Let me once again reiterate that I am laying out the construction of a simple recommendation engine rather than the complete algorithm for recommendation bliss. I’m sure there are more technically savvy ways to accomplish this and I’m by no means a PHP master. However, I have found this method to work well on my own sites and I think it will work well for 90% of the web tinkerers reading this article.
Next up you’ll need a table to identify the items your users will be recommending (you probably already have this in some form or another). Your table might contain information on products, local night clubs, or mountain bike trails. Each needs to be uniquely identified with a primary key (usually an integer). From here, there’s only one more table to create.
The final table will be a junction table combining the user and information tables. This table will need to have 4 columns at a minimum to keep track of the following details:
- user id of recommender
- information table id (night club id, product id, etc.)
- the rating (usually on a scale of 1 to 5, with 5 meaning “best”) and
- a primary key (this is a given).
If your data is product related and you actually sell products on your site, you might be able to skip the rating column altogether and base recommendations simply on what users have purchased (where a user id & product id entry implies purchase).
Once you’ve collected this information in the junction table, it’s time to get down and dirty with the recommendation algorithm. First off, you need to collect all the user ids of users who have rated a particular item highly (my cutoff is 4 and above; if you are trying to recommend other things people will dislike, you might choose 2 and below). Or if your users are very precise or you have lots of data, you might only consider the maximum rating (5). Suppose we have a user who rates item A a 3. This user does not meet the threshold for a “favorable” vote and is therefore not included in providing a recommendation for this item (we assume this user has different tastes since he does not agree with our other users that this is a good item).
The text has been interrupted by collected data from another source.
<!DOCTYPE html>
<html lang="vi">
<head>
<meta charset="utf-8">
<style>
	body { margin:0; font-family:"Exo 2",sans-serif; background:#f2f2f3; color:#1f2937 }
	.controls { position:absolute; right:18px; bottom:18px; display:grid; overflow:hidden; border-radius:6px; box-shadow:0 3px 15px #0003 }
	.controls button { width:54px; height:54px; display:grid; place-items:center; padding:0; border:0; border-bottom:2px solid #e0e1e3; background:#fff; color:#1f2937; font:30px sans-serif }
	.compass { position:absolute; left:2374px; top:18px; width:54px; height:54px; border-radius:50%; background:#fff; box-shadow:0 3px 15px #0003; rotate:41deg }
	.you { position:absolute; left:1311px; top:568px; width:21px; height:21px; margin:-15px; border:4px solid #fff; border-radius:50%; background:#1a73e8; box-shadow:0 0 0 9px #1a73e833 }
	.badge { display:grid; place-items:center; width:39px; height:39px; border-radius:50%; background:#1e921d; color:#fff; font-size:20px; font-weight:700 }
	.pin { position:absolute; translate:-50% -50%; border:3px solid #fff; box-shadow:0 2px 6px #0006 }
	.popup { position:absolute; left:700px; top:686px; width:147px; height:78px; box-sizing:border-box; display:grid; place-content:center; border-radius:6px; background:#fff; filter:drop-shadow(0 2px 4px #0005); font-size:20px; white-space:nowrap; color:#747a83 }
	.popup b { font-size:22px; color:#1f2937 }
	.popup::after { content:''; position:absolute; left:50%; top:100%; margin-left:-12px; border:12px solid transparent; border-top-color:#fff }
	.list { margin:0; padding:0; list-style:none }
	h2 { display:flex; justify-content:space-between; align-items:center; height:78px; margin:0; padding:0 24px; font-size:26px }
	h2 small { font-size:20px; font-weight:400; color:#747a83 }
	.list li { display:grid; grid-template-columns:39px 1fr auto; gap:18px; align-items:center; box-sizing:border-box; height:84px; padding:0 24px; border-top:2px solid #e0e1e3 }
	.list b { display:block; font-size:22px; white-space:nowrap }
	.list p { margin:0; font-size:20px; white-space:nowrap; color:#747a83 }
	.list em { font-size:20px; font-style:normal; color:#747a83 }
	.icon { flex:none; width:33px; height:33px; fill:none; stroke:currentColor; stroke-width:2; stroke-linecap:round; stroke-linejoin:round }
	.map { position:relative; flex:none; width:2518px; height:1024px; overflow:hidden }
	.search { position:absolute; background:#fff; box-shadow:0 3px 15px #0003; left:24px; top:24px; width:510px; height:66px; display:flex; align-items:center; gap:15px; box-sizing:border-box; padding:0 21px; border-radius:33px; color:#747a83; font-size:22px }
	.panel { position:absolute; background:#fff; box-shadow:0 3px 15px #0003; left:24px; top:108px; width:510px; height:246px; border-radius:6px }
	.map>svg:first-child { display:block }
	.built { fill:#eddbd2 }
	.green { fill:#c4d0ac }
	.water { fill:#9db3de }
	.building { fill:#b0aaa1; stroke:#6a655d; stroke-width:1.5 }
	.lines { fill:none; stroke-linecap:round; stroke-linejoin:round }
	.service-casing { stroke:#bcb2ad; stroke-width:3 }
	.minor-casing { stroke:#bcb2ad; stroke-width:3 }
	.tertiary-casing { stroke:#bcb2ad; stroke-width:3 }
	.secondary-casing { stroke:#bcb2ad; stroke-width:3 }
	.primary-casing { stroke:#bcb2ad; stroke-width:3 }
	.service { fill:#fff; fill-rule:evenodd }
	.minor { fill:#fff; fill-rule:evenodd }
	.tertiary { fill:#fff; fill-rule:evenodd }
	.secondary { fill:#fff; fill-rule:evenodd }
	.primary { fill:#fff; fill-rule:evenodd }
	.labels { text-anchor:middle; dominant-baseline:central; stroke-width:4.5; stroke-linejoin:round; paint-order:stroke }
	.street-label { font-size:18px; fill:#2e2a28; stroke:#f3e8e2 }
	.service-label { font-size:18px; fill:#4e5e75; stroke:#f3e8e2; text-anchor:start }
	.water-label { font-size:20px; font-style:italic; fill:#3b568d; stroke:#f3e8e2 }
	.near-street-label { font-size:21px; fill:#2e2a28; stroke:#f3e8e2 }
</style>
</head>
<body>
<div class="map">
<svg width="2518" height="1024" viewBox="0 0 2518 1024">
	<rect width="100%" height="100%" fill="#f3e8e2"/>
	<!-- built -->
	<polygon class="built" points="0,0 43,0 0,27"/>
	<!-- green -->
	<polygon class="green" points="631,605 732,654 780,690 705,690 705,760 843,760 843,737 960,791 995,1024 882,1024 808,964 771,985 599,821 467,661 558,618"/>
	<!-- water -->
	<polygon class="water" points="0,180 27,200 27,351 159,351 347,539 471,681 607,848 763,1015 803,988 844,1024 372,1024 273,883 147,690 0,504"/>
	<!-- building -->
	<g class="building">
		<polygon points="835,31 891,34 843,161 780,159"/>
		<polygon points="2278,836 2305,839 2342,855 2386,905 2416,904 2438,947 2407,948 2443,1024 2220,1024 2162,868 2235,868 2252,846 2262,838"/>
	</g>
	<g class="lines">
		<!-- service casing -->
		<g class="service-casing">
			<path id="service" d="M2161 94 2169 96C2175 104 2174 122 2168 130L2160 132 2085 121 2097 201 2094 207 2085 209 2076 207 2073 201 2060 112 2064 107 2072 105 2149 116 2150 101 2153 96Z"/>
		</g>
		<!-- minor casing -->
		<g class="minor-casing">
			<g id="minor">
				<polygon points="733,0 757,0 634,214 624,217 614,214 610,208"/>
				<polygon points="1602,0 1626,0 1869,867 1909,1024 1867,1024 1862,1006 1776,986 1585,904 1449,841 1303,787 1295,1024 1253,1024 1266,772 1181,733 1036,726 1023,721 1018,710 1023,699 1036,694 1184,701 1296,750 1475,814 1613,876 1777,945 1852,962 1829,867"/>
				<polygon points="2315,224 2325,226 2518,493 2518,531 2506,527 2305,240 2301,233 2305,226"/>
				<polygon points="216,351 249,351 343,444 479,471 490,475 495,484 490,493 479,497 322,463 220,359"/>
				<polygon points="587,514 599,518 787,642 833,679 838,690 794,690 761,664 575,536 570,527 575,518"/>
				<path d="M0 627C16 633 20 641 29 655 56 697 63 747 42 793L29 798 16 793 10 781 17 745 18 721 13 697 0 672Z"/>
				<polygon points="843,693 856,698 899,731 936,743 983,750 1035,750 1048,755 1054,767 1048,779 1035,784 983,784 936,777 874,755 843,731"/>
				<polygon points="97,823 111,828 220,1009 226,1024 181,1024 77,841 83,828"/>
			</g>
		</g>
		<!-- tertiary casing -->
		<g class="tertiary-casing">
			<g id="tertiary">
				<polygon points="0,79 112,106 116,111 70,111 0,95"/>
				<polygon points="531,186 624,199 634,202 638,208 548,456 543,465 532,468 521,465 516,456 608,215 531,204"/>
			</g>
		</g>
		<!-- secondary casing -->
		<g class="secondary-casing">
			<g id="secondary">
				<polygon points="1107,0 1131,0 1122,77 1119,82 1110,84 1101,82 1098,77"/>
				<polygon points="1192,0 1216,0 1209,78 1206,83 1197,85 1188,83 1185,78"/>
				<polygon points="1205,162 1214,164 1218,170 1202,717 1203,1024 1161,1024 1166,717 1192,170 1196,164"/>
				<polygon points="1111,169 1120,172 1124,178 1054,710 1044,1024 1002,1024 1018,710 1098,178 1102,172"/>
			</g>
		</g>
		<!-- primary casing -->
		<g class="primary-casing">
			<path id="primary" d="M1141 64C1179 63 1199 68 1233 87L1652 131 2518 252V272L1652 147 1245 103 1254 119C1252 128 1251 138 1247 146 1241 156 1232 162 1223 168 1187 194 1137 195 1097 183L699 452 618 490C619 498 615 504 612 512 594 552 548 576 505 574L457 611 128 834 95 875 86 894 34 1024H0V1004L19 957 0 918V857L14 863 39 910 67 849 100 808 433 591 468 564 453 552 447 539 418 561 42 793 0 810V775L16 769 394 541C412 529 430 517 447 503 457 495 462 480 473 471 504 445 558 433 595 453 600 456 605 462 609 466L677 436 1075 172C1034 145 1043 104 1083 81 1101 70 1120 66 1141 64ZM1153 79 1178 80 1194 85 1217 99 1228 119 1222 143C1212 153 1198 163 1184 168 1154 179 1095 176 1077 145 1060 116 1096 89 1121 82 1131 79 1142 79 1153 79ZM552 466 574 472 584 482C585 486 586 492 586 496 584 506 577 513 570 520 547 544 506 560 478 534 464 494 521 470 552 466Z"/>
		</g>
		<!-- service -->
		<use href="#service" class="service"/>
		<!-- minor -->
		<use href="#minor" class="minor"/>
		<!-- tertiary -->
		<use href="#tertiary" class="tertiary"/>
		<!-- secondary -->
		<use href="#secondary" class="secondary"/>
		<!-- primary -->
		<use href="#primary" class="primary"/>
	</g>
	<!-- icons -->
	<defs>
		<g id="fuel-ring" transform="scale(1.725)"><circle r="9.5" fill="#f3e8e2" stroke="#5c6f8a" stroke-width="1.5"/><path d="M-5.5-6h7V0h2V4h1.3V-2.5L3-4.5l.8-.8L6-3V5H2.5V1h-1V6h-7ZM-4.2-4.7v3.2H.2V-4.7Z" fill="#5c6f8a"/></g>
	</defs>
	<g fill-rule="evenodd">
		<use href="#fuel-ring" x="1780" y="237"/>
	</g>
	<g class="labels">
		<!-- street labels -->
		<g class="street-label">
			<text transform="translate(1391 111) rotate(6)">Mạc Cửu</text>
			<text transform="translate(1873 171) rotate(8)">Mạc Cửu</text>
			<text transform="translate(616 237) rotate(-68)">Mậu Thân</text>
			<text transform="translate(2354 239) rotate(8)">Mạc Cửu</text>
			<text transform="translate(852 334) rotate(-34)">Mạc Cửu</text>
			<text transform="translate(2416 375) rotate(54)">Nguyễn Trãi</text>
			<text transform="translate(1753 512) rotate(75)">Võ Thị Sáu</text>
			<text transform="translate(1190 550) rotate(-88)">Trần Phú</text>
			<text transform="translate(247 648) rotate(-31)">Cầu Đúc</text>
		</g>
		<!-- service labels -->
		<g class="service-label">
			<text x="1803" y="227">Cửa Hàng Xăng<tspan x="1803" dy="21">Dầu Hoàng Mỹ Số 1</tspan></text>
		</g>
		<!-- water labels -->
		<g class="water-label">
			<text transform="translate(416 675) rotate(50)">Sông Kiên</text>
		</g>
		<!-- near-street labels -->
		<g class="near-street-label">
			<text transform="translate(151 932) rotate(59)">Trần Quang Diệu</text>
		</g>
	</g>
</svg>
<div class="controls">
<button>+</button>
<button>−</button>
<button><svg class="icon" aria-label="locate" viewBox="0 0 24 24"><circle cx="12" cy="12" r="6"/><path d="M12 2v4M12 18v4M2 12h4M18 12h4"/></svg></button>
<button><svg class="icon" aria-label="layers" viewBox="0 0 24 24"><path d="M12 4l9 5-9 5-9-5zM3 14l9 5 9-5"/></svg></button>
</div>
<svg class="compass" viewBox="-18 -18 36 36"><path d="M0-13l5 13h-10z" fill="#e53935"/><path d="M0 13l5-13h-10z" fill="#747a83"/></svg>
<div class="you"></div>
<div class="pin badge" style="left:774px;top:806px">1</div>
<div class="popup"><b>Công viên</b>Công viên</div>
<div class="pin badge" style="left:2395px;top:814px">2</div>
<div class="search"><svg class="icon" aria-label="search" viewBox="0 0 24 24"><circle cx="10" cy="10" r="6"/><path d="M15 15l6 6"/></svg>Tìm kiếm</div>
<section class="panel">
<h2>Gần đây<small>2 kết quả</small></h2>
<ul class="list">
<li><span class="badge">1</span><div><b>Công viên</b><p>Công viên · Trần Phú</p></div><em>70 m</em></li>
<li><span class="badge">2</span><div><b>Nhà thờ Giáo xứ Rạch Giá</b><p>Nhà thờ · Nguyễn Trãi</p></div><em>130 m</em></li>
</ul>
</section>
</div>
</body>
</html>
Collect the proper user ids in an array for use in the next step.
With the user array in hand, we want to find out what other items each user has also rated highly (or lowly, depending). So for example, if we are interested in providing a recommendation for item A and user 1 gave item A a 5, item B a 2, and item C a 4, we would grab the item C product id and rating as a possible recommendation and place it in an array.
rec[’B'][’score’] = 2
rec[’B'][’votes’] = 1
rec[’C'][’score’] = 4
rec[’C'][’votes’] = 1
Now suppose that user 2 also gave item A a 5 but gave B a 3, C a 5, and D a 4. Now our array looks like this:
rec[’B'][’score’] = 2 + 3 = 5
rec[’B'][’votes’] = 1 + 2 = 2
rec[’C'][’score’] = 4 + 5 = 9
rec[’C'][’votes’] = 1 + 1 = 2
rec[’D'][’score’] = 4
rec[’D'][’votes’] = 1
After a little math, we compute the average score for each recommendation and order our array from best match to worst:
rec[’C'][’avg’] = 4.5
rec[’D'][’avg’] = 4
rec[’B'][’avg’] = 2.5
Now we can present our recommendations to the user. Since our cutoff for likeability was 4 and over, we only present those items that have an average score of 4+: items C and D. Item C is the best match, item D is the next best, and item B is not a match at all. You may want to weight those items with more “votes” more highly than single vote recommendations but this really isn’t as important once your recommendation table reaches a decent size. You can also limit the results you return to the top 5 or whatever number you deem sufficient if many of your users rate a large number of items.
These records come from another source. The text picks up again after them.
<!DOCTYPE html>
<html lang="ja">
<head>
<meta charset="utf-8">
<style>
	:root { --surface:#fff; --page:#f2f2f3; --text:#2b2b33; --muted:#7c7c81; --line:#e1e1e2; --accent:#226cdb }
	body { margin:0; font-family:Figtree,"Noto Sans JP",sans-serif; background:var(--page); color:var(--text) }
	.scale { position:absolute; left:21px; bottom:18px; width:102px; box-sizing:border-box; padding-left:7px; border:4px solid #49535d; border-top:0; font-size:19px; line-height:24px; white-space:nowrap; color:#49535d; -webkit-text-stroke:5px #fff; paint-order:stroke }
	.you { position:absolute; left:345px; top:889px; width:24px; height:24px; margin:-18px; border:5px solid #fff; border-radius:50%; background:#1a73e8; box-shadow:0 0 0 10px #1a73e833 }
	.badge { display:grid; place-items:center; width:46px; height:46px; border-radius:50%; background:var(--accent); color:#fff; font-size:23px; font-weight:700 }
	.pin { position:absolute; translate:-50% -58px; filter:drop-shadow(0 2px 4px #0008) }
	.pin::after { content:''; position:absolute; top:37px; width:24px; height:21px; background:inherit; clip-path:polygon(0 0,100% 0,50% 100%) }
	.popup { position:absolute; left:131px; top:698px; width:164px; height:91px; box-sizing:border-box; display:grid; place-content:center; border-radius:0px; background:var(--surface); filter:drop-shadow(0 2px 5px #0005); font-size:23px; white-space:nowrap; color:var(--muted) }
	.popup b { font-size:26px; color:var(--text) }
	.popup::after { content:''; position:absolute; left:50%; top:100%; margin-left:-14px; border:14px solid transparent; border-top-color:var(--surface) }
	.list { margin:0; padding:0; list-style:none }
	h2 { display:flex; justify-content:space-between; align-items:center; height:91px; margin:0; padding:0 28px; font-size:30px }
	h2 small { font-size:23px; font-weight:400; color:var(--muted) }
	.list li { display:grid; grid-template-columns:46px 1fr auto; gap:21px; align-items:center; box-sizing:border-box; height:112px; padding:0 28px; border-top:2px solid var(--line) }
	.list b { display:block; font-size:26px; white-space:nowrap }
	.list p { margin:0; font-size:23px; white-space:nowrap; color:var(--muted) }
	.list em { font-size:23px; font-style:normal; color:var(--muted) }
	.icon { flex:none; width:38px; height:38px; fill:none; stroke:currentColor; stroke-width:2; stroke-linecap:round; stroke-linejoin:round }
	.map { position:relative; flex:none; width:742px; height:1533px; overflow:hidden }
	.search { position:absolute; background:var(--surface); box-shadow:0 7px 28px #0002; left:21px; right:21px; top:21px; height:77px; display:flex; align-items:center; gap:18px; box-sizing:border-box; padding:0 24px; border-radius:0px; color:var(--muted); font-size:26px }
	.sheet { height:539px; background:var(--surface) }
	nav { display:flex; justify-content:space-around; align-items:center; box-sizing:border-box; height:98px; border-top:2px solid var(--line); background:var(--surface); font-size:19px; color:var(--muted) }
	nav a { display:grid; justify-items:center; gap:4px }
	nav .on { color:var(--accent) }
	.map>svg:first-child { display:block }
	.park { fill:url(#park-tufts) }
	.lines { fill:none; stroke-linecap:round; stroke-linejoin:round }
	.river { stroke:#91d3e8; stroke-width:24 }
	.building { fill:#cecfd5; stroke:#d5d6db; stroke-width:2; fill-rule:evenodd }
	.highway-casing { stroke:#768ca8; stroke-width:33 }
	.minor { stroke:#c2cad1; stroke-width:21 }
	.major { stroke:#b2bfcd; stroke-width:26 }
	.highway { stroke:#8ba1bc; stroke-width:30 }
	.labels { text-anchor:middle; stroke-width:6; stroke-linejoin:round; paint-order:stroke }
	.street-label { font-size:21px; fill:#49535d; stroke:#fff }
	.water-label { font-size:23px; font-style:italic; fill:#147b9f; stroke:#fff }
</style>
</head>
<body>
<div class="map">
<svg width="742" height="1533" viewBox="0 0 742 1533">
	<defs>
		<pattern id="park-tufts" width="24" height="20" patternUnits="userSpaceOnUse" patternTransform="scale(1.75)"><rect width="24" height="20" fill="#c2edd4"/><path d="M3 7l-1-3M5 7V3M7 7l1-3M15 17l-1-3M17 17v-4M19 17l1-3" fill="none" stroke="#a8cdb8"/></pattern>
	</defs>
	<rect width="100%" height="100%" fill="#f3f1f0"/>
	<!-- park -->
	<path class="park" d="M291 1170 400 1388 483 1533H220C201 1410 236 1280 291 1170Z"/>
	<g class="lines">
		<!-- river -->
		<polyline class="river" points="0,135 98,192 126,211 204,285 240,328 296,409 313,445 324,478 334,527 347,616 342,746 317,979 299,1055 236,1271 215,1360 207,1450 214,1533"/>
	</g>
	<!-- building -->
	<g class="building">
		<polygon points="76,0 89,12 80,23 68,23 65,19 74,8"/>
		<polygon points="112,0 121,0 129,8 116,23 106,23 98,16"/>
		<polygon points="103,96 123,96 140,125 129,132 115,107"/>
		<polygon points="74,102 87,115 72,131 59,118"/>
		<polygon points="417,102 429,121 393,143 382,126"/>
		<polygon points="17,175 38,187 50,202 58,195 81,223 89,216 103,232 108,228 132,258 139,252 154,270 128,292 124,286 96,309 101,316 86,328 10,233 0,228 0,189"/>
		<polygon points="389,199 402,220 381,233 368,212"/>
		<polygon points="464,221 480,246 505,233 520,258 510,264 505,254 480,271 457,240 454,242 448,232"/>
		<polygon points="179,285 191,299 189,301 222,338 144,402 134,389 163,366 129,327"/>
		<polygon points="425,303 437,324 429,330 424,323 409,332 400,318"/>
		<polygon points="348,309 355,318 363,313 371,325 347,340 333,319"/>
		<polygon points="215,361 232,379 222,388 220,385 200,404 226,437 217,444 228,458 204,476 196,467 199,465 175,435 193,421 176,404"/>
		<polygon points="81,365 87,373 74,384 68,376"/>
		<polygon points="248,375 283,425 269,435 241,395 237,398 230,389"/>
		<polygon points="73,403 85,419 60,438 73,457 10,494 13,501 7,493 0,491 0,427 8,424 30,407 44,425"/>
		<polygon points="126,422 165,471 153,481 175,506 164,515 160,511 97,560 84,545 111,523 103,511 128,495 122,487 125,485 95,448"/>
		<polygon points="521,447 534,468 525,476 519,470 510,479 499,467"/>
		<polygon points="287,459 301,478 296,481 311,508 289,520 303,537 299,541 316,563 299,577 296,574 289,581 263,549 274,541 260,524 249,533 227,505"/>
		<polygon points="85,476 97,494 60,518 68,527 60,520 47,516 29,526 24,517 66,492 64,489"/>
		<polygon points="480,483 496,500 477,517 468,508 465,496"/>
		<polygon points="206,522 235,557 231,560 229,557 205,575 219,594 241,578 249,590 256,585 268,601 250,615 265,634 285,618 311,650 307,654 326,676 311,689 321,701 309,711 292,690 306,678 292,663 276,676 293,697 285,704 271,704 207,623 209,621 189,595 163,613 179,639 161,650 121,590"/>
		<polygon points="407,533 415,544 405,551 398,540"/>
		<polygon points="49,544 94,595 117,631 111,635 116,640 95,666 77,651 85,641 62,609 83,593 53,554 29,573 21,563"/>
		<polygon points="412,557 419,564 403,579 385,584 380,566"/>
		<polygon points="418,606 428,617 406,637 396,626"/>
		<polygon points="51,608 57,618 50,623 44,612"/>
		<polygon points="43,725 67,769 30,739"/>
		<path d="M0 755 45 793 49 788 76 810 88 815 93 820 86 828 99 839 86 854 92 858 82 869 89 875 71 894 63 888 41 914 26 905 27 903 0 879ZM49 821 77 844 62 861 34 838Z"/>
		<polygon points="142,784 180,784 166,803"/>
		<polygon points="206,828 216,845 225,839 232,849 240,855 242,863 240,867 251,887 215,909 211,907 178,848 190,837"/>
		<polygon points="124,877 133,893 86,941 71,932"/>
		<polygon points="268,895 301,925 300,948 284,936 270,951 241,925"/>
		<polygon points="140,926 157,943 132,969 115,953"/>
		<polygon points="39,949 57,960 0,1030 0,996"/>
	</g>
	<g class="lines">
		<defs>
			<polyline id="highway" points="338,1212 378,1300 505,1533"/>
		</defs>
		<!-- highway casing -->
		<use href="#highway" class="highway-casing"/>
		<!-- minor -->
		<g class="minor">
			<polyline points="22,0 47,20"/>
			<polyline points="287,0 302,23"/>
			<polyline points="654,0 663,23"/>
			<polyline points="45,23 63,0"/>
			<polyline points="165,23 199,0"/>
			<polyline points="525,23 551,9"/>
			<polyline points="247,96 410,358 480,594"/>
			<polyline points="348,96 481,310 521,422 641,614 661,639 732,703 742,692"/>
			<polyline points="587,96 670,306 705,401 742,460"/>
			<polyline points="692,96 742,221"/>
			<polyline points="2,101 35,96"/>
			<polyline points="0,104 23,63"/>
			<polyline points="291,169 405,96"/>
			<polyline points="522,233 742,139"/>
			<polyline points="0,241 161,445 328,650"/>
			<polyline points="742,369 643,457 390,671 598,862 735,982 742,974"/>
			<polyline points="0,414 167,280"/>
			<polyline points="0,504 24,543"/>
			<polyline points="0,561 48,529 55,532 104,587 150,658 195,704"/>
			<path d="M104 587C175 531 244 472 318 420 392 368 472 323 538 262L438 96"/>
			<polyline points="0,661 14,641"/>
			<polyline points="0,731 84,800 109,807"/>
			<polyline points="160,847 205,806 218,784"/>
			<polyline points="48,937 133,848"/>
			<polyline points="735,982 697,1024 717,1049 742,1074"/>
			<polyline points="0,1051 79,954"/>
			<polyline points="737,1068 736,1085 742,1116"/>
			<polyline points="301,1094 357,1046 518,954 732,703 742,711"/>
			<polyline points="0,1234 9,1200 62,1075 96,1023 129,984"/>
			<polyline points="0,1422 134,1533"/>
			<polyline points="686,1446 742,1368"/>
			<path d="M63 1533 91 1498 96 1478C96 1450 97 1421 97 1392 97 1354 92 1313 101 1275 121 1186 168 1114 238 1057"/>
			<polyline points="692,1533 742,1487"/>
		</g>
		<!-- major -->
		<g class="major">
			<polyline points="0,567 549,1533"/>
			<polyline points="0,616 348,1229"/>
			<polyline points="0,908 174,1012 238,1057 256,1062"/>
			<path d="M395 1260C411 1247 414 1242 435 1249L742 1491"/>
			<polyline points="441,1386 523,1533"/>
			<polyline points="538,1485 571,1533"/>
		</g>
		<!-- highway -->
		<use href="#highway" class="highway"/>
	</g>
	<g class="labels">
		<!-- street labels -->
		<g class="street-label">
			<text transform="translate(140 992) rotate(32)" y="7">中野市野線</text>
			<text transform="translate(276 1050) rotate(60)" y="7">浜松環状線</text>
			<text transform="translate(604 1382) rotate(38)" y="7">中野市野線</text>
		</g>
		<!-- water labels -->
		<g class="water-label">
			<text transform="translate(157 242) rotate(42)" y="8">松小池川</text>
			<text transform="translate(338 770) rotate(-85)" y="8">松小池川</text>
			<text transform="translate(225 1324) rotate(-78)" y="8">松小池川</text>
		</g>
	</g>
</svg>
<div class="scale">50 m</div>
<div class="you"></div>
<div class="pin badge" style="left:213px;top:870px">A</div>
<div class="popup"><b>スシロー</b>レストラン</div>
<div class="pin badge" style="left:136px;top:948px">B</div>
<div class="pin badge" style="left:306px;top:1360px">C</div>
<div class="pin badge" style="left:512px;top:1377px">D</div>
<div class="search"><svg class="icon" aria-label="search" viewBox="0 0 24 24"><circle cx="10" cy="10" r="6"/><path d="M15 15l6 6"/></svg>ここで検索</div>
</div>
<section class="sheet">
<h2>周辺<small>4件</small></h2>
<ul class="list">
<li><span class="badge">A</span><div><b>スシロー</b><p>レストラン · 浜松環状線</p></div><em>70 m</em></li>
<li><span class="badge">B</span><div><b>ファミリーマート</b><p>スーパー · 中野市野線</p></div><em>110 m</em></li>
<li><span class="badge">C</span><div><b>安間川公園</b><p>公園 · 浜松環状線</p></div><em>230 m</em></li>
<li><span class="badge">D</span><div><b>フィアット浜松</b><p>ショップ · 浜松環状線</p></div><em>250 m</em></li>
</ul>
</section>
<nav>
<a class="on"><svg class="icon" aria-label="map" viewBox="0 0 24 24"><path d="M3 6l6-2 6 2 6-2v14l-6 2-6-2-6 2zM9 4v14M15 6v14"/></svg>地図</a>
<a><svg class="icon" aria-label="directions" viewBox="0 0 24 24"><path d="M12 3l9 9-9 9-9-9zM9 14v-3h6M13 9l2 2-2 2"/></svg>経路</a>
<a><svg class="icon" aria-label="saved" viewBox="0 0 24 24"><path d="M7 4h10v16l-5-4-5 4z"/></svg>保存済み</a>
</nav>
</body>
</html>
Another way to describe these recommendations is to say “Users who enjoyed A also enjoyed C and D.” This actually better explains the relationship between the items, especially given the simple algorithm used to join the items.
There are several variations you can make to this scheme to improve the results you return. For my own use, I have limited the number of users I poll to 10 users who have rated a particular item (selected at random). This is to keep the script from slowing my pages since I have some items that have been rated by hundreds of unique users. I also limit the recommendations to items in similar “categories.” Specifically, I only return bike trail recommendations for trails in the same state as the original trail. Although many of my users have rated trails in multiple states, it is unlikely that information seekers will be interested in a trail in California that is similar to the one in Georgia that they’ve just ridden.
A recommendation engine is fairly easy to construct using a few simple tables and arrays and can be a distinctive and compelling offering for your users. Once you’ve got the basics down it’s easy to improve this idea to give you truly meaningful results.